Question

Prove that:
(cosec theta-sin theta)(sec theta-cos theta)(tan theta+cot theta)=1​

Answer 1

Answer:

HAVE IT.

Step-by-step explanation: FIRST OF ALL CONVERT AL  THE RATIOS INTO SIN AND COS.

THEN U WILL HAVE TO USE THE COMMON IDENTITY [SIN$SINSQUARE THETA+COS SQUARE THETA=1$.

THEN YOU WILL SEE THAT EVERY TERM WILL GET CANCELLED.
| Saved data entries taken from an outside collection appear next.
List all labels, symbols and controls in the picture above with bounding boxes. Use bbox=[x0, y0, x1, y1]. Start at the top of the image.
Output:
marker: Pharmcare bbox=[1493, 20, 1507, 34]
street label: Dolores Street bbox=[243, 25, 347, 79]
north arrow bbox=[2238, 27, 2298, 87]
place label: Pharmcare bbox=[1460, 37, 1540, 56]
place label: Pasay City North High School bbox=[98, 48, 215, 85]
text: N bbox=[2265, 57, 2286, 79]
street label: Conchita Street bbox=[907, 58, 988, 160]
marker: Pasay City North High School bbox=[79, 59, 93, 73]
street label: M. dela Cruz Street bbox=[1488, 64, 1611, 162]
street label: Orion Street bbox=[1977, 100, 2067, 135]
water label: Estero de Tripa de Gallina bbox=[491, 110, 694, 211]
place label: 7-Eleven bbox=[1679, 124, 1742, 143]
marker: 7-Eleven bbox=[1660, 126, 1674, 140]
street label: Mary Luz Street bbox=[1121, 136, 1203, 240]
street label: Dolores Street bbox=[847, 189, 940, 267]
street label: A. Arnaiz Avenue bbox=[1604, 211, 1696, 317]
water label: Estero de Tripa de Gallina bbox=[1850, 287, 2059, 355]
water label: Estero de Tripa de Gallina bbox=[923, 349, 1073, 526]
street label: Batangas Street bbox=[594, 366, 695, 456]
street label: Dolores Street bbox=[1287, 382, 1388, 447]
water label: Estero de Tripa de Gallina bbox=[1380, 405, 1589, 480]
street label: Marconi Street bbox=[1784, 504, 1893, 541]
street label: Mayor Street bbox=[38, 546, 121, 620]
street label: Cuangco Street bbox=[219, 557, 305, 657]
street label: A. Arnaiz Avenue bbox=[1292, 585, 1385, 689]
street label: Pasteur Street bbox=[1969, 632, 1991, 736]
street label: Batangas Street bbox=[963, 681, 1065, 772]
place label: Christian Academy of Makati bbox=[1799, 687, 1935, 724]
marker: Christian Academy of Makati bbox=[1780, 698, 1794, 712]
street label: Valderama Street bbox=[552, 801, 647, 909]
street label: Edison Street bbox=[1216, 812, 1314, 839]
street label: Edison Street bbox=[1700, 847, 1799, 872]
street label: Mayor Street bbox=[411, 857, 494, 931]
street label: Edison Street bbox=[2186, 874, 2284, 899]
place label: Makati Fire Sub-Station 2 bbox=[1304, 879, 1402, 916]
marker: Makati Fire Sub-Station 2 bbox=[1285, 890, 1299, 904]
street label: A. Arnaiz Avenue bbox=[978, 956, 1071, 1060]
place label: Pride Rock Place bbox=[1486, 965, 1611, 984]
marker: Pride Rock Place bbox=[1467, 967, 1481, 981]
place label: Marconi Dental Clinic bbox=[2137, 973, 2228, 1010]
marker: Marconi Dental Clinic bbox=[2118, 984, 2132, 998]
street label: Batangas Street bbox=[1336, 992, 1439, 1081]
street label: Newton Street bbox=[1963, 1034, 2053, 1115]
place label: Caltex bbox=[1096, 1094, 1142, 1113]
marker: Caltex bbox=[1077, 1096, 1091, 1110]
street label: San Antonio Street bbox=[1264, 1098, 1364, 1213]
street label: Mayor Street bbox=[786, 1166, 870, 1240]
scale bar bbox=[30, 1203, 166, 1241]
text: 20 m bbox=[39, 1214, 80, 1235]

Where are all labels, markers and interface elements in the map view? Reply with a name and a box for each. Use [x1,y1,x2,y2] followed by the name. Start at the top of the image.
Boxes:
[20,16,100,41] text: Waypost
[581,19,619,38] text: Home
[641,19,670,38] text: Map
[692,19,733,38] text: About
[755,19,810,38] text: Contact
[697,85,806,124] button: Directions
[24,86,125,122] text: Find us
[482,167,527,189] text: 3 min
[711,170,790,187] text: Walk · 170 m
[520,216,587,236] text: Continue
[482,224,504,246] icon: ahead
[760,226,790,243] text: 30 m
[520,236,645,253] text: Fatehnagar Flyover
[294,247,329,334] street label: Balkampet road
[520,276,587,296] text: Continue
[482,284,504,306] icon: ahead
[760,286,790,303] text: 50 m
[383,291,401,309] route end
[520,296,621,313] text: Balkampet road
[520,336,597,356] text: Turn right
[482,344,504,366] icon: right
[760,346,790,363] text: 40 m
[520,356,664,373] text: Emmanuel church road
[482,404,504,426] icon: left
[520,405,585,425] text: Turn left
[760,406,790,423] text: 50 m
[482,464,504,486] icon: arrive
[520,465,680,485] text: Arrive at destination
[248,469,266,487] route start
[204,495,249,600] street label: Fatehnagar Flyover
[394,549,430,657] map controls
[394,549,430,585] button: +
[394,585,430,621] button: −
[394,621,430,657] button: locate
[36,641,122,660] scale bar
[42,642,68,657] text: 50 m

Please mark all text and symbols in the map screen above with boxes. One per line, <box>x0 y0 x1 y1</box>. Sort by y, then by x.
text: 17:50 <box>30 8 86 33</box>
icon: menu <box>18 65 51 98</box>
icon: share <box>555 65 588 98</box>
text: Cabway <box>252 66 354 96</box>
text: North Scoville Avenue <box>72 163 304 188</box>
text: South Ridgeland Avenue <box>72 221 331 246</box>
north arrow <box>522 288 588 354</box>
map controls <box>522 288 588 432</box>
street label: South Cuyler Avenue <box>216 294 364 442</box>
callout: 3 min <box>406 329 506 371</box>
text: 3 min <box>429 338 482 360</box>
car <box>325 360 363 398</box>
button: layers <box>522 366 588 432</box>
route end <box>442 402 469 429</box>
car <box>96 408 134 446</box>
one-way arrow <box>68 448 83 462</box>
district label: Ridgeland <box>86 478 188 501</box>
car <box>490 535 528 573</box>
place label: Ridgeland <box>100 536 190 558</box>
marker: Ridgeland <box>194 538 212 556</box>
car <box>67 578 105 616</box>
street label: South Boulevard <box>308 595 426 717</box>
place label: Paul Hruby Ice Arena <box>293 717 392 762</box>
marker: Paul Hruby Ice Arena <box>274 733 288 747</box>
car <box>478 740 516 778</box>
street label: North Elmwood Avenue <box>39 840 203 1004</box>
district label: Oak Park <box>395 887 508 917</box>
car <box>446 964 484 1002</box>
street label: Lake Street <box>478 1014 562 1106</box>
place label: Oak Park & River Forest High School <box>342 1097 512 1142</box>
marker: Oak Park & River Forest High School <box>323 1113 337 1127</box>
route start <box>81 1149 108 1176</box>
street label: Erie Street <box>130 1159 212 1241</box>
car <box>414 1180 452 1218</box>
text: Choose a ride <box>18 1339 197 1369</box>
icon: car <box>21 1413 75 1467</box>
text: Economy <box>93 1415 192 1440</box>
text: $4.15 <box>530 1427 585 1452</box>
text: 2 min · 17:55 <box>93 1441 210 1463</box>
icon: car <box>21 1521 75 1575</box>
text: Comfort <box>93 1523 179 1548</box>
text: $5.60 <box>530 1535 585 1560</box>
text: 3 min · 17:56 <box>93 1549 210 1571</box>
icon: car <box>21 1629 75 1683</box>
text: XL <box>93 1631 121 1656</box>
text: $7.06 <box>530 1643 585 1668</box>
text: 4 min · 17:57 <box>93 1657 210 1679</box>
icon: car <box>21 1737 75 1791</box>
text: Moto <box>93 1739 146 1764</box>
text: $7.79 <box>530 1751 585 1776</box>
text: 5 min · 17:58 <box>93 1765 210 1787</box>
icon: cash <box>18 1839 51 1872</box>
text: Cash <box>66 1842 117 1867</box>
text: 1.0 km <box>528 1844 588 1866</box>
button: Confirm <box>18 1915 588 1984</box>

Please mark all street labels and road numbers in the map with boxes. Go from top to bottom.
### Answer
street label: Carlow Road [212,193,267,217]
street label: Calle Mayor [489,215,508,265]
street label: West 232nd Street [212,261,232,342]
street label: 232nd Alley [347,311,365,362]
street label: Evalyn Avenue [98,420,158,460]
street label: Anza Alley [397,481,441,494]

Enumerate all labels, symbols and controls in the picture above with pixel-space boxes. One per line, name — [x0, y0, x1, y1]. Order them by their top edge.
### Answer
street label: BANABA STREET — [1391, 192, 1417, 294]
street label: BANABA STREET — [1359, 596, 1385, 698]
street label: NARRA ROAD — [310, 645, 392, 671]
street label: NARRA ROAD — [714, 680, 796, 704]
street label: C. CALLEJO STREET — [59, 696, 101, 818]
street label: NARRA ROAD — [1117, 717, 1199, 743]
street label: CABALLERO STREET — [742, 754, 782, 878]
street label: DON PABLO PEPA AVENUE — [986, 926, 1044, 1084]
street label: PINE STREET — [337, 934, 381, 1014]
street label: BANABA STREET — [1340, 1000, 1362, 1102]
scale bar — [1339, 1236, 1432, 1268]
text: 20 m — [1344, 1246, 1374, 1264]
AND AT LAST YOU WILL BE LEFT WITH UNITY!!!

Answer 2

$\displaystyle\huge\red{\underline{\underline{Solution}}}$

FORMULA TO BE IMPLEMENTED

1.

$1 - {cos}^{2} \theta \: = {sin}^{2} \theta \:$

2.

$1 - {sin}^{2} \theta \: = {cos}^{2} \theta \:$

3.

$1 + {tan}^{2} \theta \: = {sec}^{2} \theta \:$

CALCULATION

$(cosec \theta-sin \theta)(sec \theta-cos \theta)(tan \theta+cot \theta)$

$\displaystyle \: = ( \frac{1}{sin \theta}-sin \theta)(\frac{1}{cos \theta}-cos \theta)(tan \theta+\frac{1}{tan \theta})$

$\displaystyle \: = ( \frac{1-{sin}^{2} \theta}{sin \theta})( \frac{1-{cos}^{2} \theta}{cos \theta})( \frac{1 + {tan}^{2} \theta}{tan \theta})$

$\displaystyle \: = ( \frac{{cos}^{2} \theta}{sin \theta})( \frac{{sin}^{2} \theta}{cos \theta})( \frac{ {sec}^{2} \theta}{tan \theta})$

$\displaystyle \: = ( \frac{{cos}^{2} \theta}{sin \theta})( \frac{{sin}^{2} \theta}{cos \theta}) \times \frac{1}{{cos}^{2} \theta} \times \frac{cos \theta}{sin \theta}$

$= 1$